#IkoKaziKE

Back to jobs

Lead Devops Engineer, Foundry Rnd

Mastercard

full time Nairobi Posted 2 days ago

Required Skills

  • Education & Background: Bachelor's degree in Computer Science, Engineering, or related field. 8–12+ years of proven experience architecting and operating production-grade infrastructure, especially those supporting AI/ML workloads.

  • Infrastructure as Code: Expert in Terraform and IaC orchestration tools like Terragrunt. Strong experience with configuration management and GitOps practices.

  • Programming & Scripting: Advanced Bash and Python skills and strong software engineering fundamentals (version control, CI, code reviews). Familiarity with Go or other systems programming languages is a plus.

  • CI/CD & Automation: Hands-on experience with Jenkins, GitHub Actions, GitLab CI, or similar tools. Strong understanding of pipeline design, artifact management, and deployment strategies.

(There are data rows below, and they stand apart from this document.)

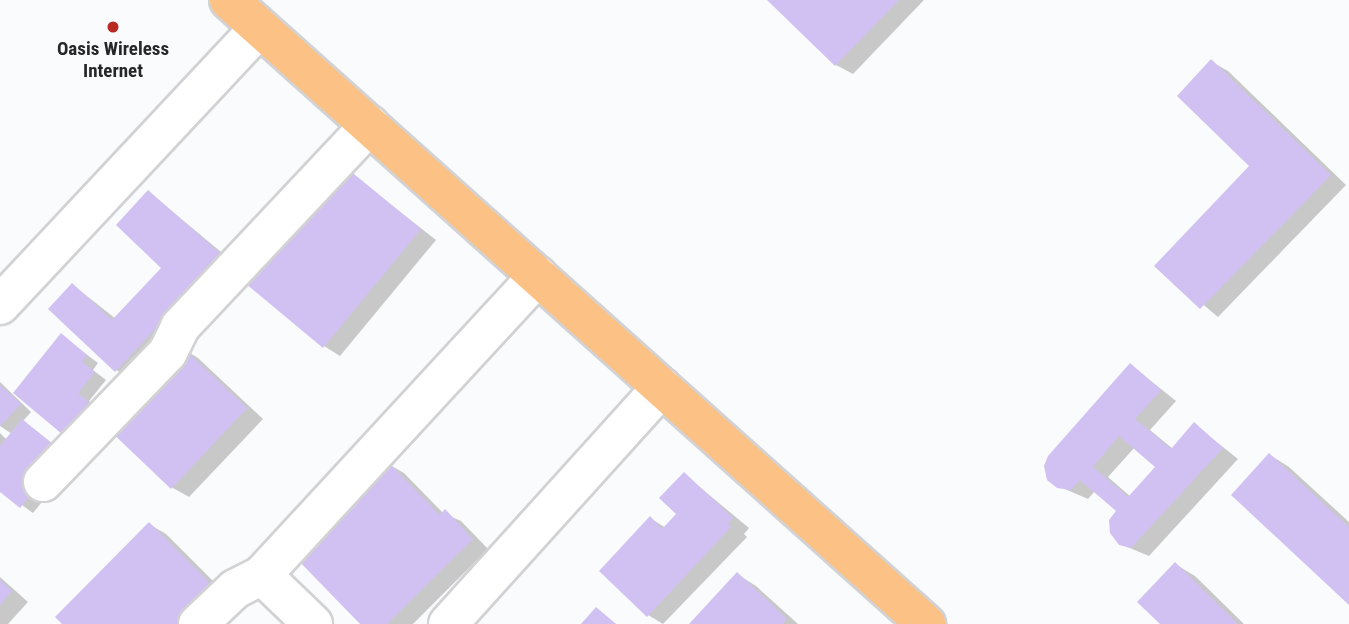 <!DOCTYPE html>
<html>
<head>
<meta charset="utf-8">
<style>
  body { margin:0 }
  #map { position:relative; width:1349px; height:624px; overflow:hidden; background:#fafbfc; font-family:"Roboto Condensed",sans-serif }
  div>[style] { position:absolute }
  .shadow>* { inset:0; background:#0003 }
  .building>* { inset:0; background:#d1c1f3 }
  .roads { filter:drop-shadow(2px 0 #d2d2d4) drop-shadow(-2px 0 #d2d2d4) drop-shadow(0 2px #d2d2d4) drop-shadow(0 -2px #d2d2d4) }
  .minor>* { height:38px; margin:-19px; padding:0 19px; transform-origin:19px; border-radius:19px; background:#fff }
  .major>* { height:38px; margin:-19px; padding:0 19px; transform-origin:19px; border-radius:19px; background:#fcc184 }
  .dots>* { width:19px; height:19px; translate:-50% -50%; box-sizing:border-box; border:4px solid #fafbfc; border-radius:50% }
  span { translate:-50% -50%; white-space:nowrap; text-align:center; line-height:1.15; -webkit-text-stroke:7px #fafbfc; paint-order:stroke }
  .poi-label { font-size:19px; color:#272727; font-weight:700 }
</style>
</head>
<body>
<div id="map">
  <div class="shadow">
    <i style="clip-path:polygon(770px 0,924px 0,853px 74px,836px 65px)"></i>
    <i style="clip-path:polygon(1212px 62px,1228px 71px,1346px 185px,1218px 317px,1157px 266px,1252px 166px)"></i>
    <i style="clip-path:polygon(343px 167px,436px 240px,340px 356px,324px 346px)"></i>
    <i style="clip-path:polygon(149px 192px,239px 267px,133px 380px,116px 370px,73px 285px,116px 319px,164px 268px)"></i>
    <i style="clip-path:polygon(62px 336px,98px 363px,93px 370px,106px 380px,89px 401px,100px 410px,75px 439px,15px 393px)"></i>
    <i style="clip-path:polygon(182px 348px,198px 358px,263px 419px,189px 497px,173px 488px,108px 427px)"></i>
    <i style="clip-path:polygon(evenodd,1131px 365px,1176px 401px,1150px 430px,1173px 449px,1194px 424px,1238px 459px,1149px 556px,1120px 544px,1118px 511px,1095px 491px,1088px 499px,1058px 486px,1131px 365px,1135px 447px,1157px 466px,1131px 497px,1108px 477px,1135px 447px)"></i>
    <i style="clip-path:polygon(0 382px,31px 412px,23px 421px,75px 461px,33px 513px,0 489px,0 433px,7px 440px,12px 434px,0 426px)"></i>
    <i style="clip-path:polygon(1270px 455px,1289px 467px,1349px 522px,1349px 603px)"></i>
    <i style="clip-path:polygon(388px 464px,404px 473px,443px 513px,461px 521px,488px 549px,413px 624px,363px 624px)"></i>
    <i style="clip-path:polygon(684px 474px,749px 528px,744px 534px,747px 537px,663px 624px,648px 615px,650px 518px,666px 528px,679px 514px)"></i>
    <i style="clip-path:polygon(149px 524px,166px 534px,231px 599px,65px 624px)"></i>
    <i style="clip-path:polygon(1175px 564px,1195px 576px,1244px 624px,1162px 624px)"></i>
    <i style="clip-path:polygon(737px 574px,756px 586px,798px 624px,692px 624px)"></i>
    <i style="clip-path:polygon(0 577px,28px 602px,8px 624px,0 624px)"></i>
  </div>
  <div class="building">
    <i style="clip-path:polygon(767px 0,899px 0,835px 66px)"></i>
    <i style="clip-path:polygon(1211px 59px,1331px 175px,1200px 309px,1154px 266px,1249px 166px,1177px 96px)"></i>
    <i style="clip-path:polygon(343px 165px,421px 229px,323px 348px,245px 283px)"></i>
    <i style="clip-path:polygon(148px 190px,223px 256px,115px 372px,48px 309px,72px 283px,112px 320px,161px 268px,116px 225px)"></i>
    <i style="clip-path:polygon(61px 333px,87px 355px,82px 362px,95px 372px,78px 393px,89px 402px,62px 434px,13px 393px)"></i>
    <i style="clip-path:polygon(181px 346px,247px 408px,171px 489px,106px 427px)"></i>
    <i style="clip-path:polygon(evenodd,1130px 363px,1161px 390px,1135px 419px,1171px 449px,1194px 422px,1223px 448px,1131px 548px,1119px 545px,1110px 533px,1109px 520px,1116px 511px,1080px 480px,1071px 490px,1057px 488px,1047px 480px,1044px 466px,1048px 456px,1130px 363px,1119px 436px,1155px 467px,1128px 497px,1093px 467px,1119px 436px)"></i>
    <i style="clip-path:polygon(0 385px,21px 404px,0 426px)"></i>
    <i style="clip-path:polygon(22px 419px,64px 453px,20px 508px,0 492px,0 446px)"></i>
    <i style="clip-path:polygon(1269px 453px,1349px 527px,1349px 605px,1231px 495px)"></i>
    <i style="clip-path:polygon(388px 462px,440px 515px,445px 509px,473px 539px,387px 624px,360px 624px,293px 555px)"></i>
    <i style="clip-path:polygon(684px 472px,733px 518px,728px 523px,731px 527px,647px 617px,599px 571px,650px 516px,662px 529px,676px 514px,659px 498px)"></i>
    <i style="clip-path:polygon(149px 522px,216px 589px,181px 624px,62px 624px,55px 617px)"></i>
    <i style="clip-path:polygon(1175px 562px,1238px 624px,1160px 624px,1137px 602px)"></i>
    <i style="clip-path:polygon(737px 572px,787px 619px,782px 624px,689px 624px)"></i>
    <i style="clip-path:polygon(0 580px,12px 591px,0 605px)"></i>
    <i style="clip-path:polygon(596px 607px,616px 624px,581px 624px)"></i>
  </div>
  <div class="roads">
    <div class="minor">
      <i style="left:0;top:305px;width:379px;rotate:-46.9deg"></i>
      <i style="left:43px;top:482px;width:180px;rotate:-46.1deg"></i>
      <i style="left:168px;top:352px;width:28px;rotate:-64deg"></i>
      <i style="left:180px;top:327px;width:277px;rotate:-46.8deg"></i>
      <i style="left:262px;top:575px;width:71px;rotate:43.9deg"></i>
      <i style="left:198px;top:624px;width:51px;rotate:-43.4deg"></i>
      <i style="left:235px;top:589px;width:30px;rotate:-27deg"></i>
      <i style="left:262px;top:575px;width:407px;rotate:-47.3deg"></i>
      <i style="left:448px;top:624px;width:319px;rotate:-47.9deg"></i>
    </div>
    <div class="major">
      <i style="left:229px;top:0;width:936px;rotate:41.84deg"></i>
    </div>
  </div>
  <div class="dots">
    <i style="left:113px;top:27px;background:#b72922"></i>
  </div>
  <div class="poi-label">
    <span style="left:113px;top:60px">Oasis Wireless<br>Internet</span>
  </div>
</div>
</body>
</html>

  • Monitoring & Observability: Experience with monitoring stacks such as Prometheus, Grafana, Splunk, and ELK. Skilled in building dashboards, alerts, and tuning observability for ML-specific use cases.

  • Cloud Infrastructure: Experience deploying systems on AWS/Azure/GCP. Familiar with cloud-native services, serverless computing, and managed Kubernetes offerings (EKS, AKS, GKE). Comfortable with Linux internals and shell scripting.

  • Security & Networking: Knowledge of security best practices for MLOps, including data privacy, compliance, access controls, and encryption. Understanding of modern networking protocols (mTLS) and secure service communication.

  • Collaboration & Agile Delivery: Strong communication skills and experience working with cross-functional teams. Ability to document designs clearly and deliver iteratively using agile practices.

  • Drive Platform Infrastructure: Own DevOps and infrastructure for MLOps and agentic AI systems, establishing reusable patterns for CI/CD, scalable inference, orchestration, observability, and cost control. Design secure, scalable, repeatable systems using Infrastructure as Code (IaC) to support R&D workloads.

  • Build secure CI/CD & automation systems: Enable secure tool access, workload isolation, and infrastructure for LLM-backed APIs and MCP servers, while partnering with security and compliance on access control, infrastructure governance and auditability.

  • Ensure Reliability & Observability: Implement monitoring, logging, and alerting. Tune observability for ML-specific workloads to ensure performance, reliability, and operational insight.

  • Provide Technical Leadership: Offer hands-on leadership across DevOps and platform initiatives. Review code, enforce best practices, improve tooling, and promote clean, well-tested infrastructure.

  • Cross-Functional Collaboration: Partner with ML, software, and platform engineers to design deployment strategies, scope work, manage agile deliverables, and meet milestones.